Second, we should realize that when we are talking about these knot diagrams, we can introduce a crossing by doing a Reidemeister I move. That crossing will obviously not help simplify the knot if we reverse it. So when we are talking about unknotting numbers, we are interested in reversing crossings on knot diagrams that reduce the crossing number of the knot.
The module below shows the knot diagram for the knot $8_1$. What is the minimum number of crossings that must be switched to produce the unknot?
If we can switch one crossing to go from the knot $8_1$ to the unknot, then we can obviously go from the unknot to the knot $8_1$ by switching one crossing. This knot belongs to a family of knots called twist knots. You can imagine making them by taking the unknot and stretching it out into a long, thin oval. Then twist each end in opposite directions so that it begins to twist in the middle. Then, take the two ends of the loop you made and pass one end through the other to make a knot.
While there are infinitely many knot diagrams for a given knot, many of those knot diagrams are only slightly different visually. They might be rotations of the same diagram, or be slightly stretched out more in one direction than another.
Nothing important has changed between these diagrams. What information from a knot diagram, then, is important to us? How can we encode the knot diagram so that someone else can reconstruct it without looking at it?
Dowker-Thistlewaite (DT) notation is a way of encoding the knot diagram that is focused on the crossings of the diagram
Imagine standing anywhere on the knot diagram that is not a crossing. Pick a point on the knot diagram and begin walking along it until you reach a crossing. Label this crossing with a $1$. If you are walking along an overpass label the crossing with a $+$, and if you are walking along an underpass label the crossing with a $-$. Continue along the knot line until you get to the next crossing. Label it with a $2$. At each new crossing, label that crossing with a new number that is one greater than the previous crossing's label. If the number being assigned is an odd number, assign the crossing a $+$ if you are walking along an overpass and a $-$ if you are walking along an underpass. At the end, every crossing will have two labels: an even number, an odd number, and a sign.
Each crossing has two numbers associated with it. If we begin at the crossing labelled 1 and write down the sign and the even number at this crossing, we get the first entry in the DT code. If we continue on to the next odd number crossing (3) and do the same thing, we get the next entry. By going to each odd-numbered crossing in order, beginning at 1, we can get the DT code for the entire knot.
Let us begin by traversing each odd-numbered crossing in order, writing down the associated even-numbered crossing and sign. $$ \begin{matrix} 1 & 3 & 5 & 7 & 9 & 11 \\ 6 & 8 & 10 & 2 & 12 & 4 \\ - & - & - & - & - & - \end{matrix} $$ This leaves us with a final Dowker code of $$ -6 \ -8 \ -10 \ -2 \ -12 \ -4 $$
If you traverse the knot in the opposite direction starting from the same point, the signs assigned to each crossing in the Dowker-Thistlewaite (DT) notation will reverse. This happens because the direction of traversal determines whether a crossing is labeled as an overpass or an underpass.

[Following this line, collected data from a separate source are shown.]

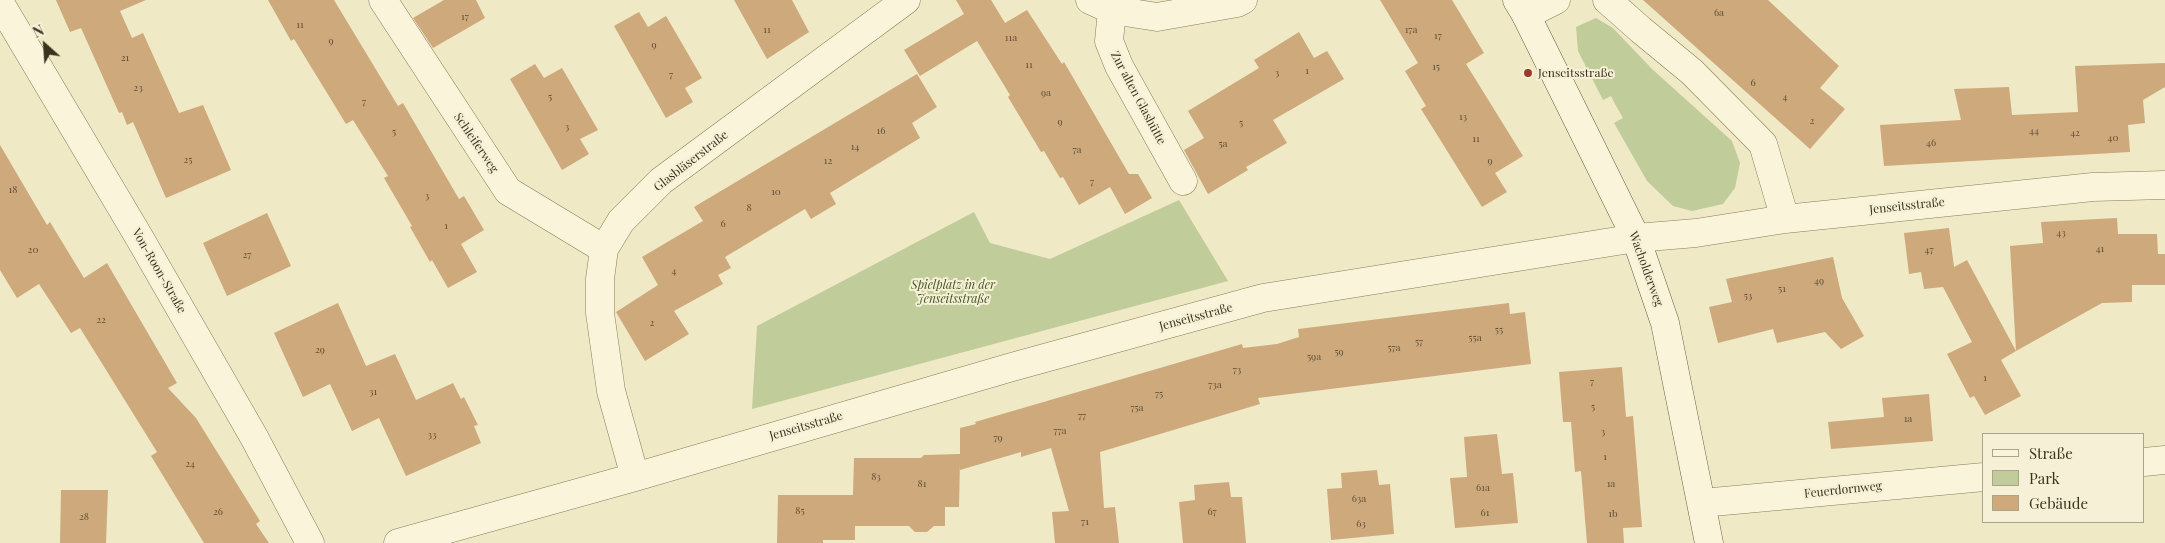 <!DOCTYPE html>
<meta charset="utf-8">
<style>
body{margin:0}
#map{position:relative;width:2165px;height:543px;overflow:hidden;background:#efe9c6;font-family:"Playfair Display",serif}
canvas{display:block}
.legend{position:absolute;left:1982px;top:433px;width:162px;height:90px;box-sizing:border-box;background:#f6f1d6;border:1px solid #aba48d;margin:0;padding:6px 9px;list-style:none;font-size:15px;color:#3b311f}
.legend li{display:flex;align-items:center;gap:10px;height:25px}
.legend b{width:25px;border:1px solid #aba48d}
.north{position:absolute;left:20px;top:20px;width:50px;height:50px;-webkit-text-stroke:4px #f6f1d6;paint-order:stroke;rotate:334deg;font-size:14px;font-weight:700;line-height:20px;text-align:center;color:#3b311f}
.north::after{content:'';display:block;margin:auto;width:18px;height:22px;background:#3b311f;clip-path:polygon(50% 0,100% 100%,50% 72%,0 100%)}
</style>
<div id="map">
<canvas width="2165" height="543"></canvas>
<ul class="legend">
<li><b style="height:6px;background:#f9f4da"></b>Straße</li>
<li><b style="height:14px;background:#c0cd9a"></b>Park</li>
<li><b style="height:14px;background:#cda97c"></b>Gebäude</li>
</ul>
<div class="north">N</div>
</div>
<script>
const ctx = document.querySelector('canvas').getContext('2d');
ctx.lineJoin = 'round';
function fillPath(path, color) {
  ctx.fillStyle = color;
  ctx.fill(path, 'evenodd');
}
function shape(rows) {
  const path = new Path2D();
  for (const r of rows) {
    path.moveTo(r[0], r[1]);
    for (let i = 2; i < r.length; i += 2) path.lineTo(r[i], r[i + 1]);
  }
  return path;
}
function strokePath(path, color, width, dash) {
  ctx.strokeStyle = color;
  ctx.lineWidth = width;
  ctx.lineCap = dash ? 'butt' : 'round';
  ctx.setLineDash(dash || []);
  ctx.stroke(path);
}
function write(font, color, halo, rows, align = 'center') {
  ctx.font = font + ' "Playfair Display",serif';
  ctx.lineWidth = 4;
  ctx.setLineDash([]);
  ctx.textBaseline = 'middle';
  ctx.strokeStyle = halo;
  ctx.fillStyle = color;
  for (const [text, x, y, turn = 0] of rows) {
    ctx.save();
    ctx.translate(x, y);
    ctx.rotate((+turn || 0) * Math.PI / 180);
    ctx.textAlign = isNaN(turn) ? turn : align;
    if (halo) ctx.strokeText(text, 0, 0);
    ctx.fillText(text, 0, 0);
    ctx.restore();
  }
}
const green = shape([
 [1596,18,1613,28,1652,69,1732,141,1740,163,1735,188,1723,204,1692,211,1673,206,1647,181,1614,123,1623,118,1615,104,1611,96,1603,100,1578,51,1576,27],
 [1179,200,1228,281,752,409,757,326,974,212,990,243,1050,259]
]);
const building = shape([
 [56,0,146,0,120,11,132,38,143,33,179,113,203,105,231,170,166,198,133,122,127,125,122,112,119,113,81,28,70,32],
 [268,0,334,0,398,106,403,103,459,199,464,196,484,230,461,244,477,272,448,288,432,260,430,262,410,227,412,226,384,178,388,176,353,120,346,124,294,39,291,41],
 [444,0,476,0,485,18,433,48,413,18],
 [734,0,792,0,809,32,767,59],
 [956,0,991,0,1005,23,1027,10,1062,64,1064,62,1129,174,1138,174,1152,198,1125,214,1110,187,1079,205,1063,177,1060,178,1044,151,1041,152,1008,97,1010,95,977,41,920,76,904,50,964,14],
 [1380,0,1452,0,1484,53,1466,64,1523,156,1495,173,1507,192,1482,207,1421,109,1426,106,1405,71,1418,63],
 [1643,0,1768,0,1839,66,1820,88,1845,109,1810,149],
 [639,12,648,27,666,16,702,78,685,88,693,102,666,118,614,26],
 [1299,32,1314,58,1327,51,1344,79,1273,120,1287,143,1246,167,1248,170,1208,194,1184,150,1204,138,1188,111,1259,68,1254,60],
 [2165,63,2165,87,2143,100,2145,123,2128,125,2130,152,1884,166,1880,125,1961,120,1954,89,2009,87,2012,115,2078,112,2075,66],
 [535,64,544,78,562,68,598,130,580,139,589,154,562,170,510,79],
 [917,74,937,107,912,123,920,138,830,193,836,204,811,219,805,209,725,257,731,268,718,275,723,284,674,311,689,334,645,361,616,312,658,285,642,257,703,221,694,207],
 [0,145,47,225,50,222,84,278,107,263,177,383,168,388,196,418,260,521,256,524,269,543,204,543,151,456,157,452,80,328,71,333,39,284,17,298,0,270],
 [267,213,291,266,227,296,203,243],
 [2117,218,2118,234,2157,234,2158,254,2165,254,2165,285,2132,285,2132,302,2102,303,2016,351,2010,246,2043,243,2041,222],
 [1949,228,1954,267,1967,260,2016,351,2001,360,2021,396,1985,415,1974,396,1970,398,1947,354,1972,342,1943,287,1924,289,1921,272,1909,274,1904,233],
 [1833,257,1842,298,1864,336,1841,349,1825,332,1777,343,1773,329,1718,343,1709,307,1732,302,1726,279],
 [338,303,366,366,395,354,416,400,453,383,461,399,464,397,478,425,474,426,481,443,406,476,379,418,352,431,330,384,303,397,274,333],
 [1509,303,1510,314,1525,312,1531,364,1258,398,1260,404,1100,452,1104,508,1115,507,1119,543,1055,543,1052,512,1069,511,1051,448,1021,457,1021,452,960,470,960,461,959,507,945,507,945,526,934,526,927,532,915,532,909,526,855,526,855,540,823,540,823,543,777,543,778,495,853,495,854,458,921,458,924,455,960,454,960,428,976,424,975,422,1242,344,1243,348,1277,344,1299,337,1298,329],
 [1622,367,1626,417,1633,416,1642,527,1623,528,1624,543,1587,543,1581,471,1575,472,1571,422,1563,422,1559,372],
 [1929,394,1933,441,1831,449,1828,422,1884,417,1882,398],
 [1497,434,1502,474,1513,473,1518,523,1455,528,1450,478,1467,477,1464,437],
 [1377,470,1379,485,1390,484,1394,534,1331,540,1327,489,1342,488,1341,473],
 [1229,482,1231,497,1242,497,1246,543,1183,543,1179,502,1195,500,1194,485],
 [61,490,108,490,106,543,60,543]
]);
const street = shape([
 [383,0,508,191,604,249],
 [1090,0,1112,10,1157,17,1237,3,1243,0],
 [1607,0,1641,30,1692,72,1763,144,1785,219],
 [0,3,139,237,254,437,310,543],
 [1112,10,1109,41,1119,66,1183,181],
 [1526,15,1556,0],
 [2144,462,2165,460],
 [635,477,611,391,600,313,600,279,604,249,621,221,661,181,906,0],
 [1702,503,1984,477],
 [398,543,635,477,1012,367,1263,298,1636,238,1696,233,1785,219,2093,187,2165,185]
]);
const secondary = shape([
 [1517,0,1526,15,1636,238,1665,323,1709,543]
]);
const markers = [
 [1528,73,5,"#9b3a2b"]
];
const numberNames = [
 ["6a",1719,13],
 ["17",465,17],
 ["11",300,25],
 ["11",767,30],
 ["17a",1411,30],
 ["17",1438,36],
 ["11a",1011,38],
 ["9",331,41],
 ["9",654,45],
 ["21",125,58],
 ["11",1029,65],
 ["15",1436,67],
 ["1",1307,71],
 ["3",1277,73],
 ["7",671,75],
 ["6",1753,83],
 ["23",138,88],
 ["9a",1046,93],
 ["5",550,97],
 ["4",1785,97],
 ["7",364,102],
 ["13",1463,117],
 ["2",1812,121],
 ["9",1060,122],
 ["5",1241,123],
 ["3",567,127],
 ["16",881,131],
 ["44",2034,131],
 ["5",394,132],
 ["42",2075,133],
 ["40",2113,138],
 ["11",1476,139],
 ["46",1931,143],
 ["5a",1223,144],
 ["14",855,147],
 ["7a",1077,150],
 ["25",188,160],
 ["12",828,161],
 ["9",1490,161],
 ["7",1092,182],
 ["18",13,190],
 ["10",776,192],
 ["3",427,196],
 ["8",749,208],
 ["6",723,224],
 ["1",446,226],
 ["43",2061,233],
 ["41",2100,249],
 ["20",33,250],
 ["47",1929,250],
 ["27",247,255],
 ["4",674,271],
 ["49",1819,281],
 ["51",1782,289],
 ["53",1748,296],
 ["22",101,320],
 ["2",652,323],
 ["55",1499,330],
 ["55a",1475,338],
 ["57",1419,342],
 ["57a",1394,348],
 ["29",320,350],
 ["59",1339,352],
 ["59a",1314,357],
 ["73",1237,370],
 ["1",1985,378],
 ["7",1592,382],
 ["73a",1215,385],
 ["31",373,392],
 ["75",1159,394],
 ["5",1593,407],
 ["75a",1137,408],
 ["77",1082,416],
 ["1a",1908,419],
 ["77a",1060,431],
 ["3",1603,432],
 ["33",432,435],
 ["79",998,438],
 ["1",1605,457],
 ["24",190,464],
 ["83",876,477],
 ["81",922,484],
 ["1a",1611,484],
 ["61a",1483,488],
 ["63a",1359,499],
 ["85",800,511],
 ["26",218,512],
 ["67",1212,512],
 ["61",1485,513],
 ["1b",1613,514],
 ["28",84,517],
 ["71",1085,522],
 ["63",1361,524]
];
const poiNames = [
 ["Jenseitsstraße",1538,73]
];
const streetNames = [
 ["Zur alten Glashütte",1138,98,62],
 ["Schleiferweg",476,143,56],
 ["Glasbläserstraße",691,161,-38],
 ["Jenseitsstraße",1907,206,-6],
 ["Wacholderweg",1646,269,70],
 ["Von-Roon-Straße",159,271,60],
 ["Jenseitsstraße",1196,317,-15],
 ["Jenseitsstraße",806,426,-16],
 ["Feuerdornweg",1843,490,-6]
];
const parkNames = [
 ["Spielplatz in der",953,285],
 ["Jenseitsstraße",953,299]
];
fillPath(green, '#c0cd9a');
fillPath(building, '#cda97c');
strokePath(street, '#8b7b5b', 29);
strokePath(secondary, '#6d5c3f', 29);
strokePath(street, '#f9f4da', 28);
strokePath(secondary, '#f9f4da', 28);
for (const [x, y, r, color] of markers) {
  const dot = new Path2D();
  dot.arc(x, y, r, 0, 2 * Math.PI);
  ctx.fillStyle = color;
  ctx.fill(dot);
  strokePath(dot, '#f6f1d6', 2);
}
write('10px', '#604f36', null, numberNames);
write('12px', '#3b311f', '#f6f1d6', poiNames, 'left');
write('12px', '#3b311f', '#f6f1d6', streetNames);
write('italic 12px', '#445726', '#f6f1d6', parkNames);
</script>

In the original direction, if you encounter a crossing where the strand you are on passes over another strand, it is assigned a "+" sign, and if it passes under, it is assigned a "-" sign. When the direction is reversed, the roles of overpass and underpass are swapped for each crossing. What was previously an overpass is now an underpass, and vice versa. As a result, the "+" signs in the original traversal will become "-" signs, and the "-" signs will become "+" signs.
Thus, the signs in the DT notation are entirely inverted when the traversal direction is reversed, but the sequence of even numbers associated with each odd crossing remains unchanged. This reflects the symmetry and reversibility inherent in the knot diagram.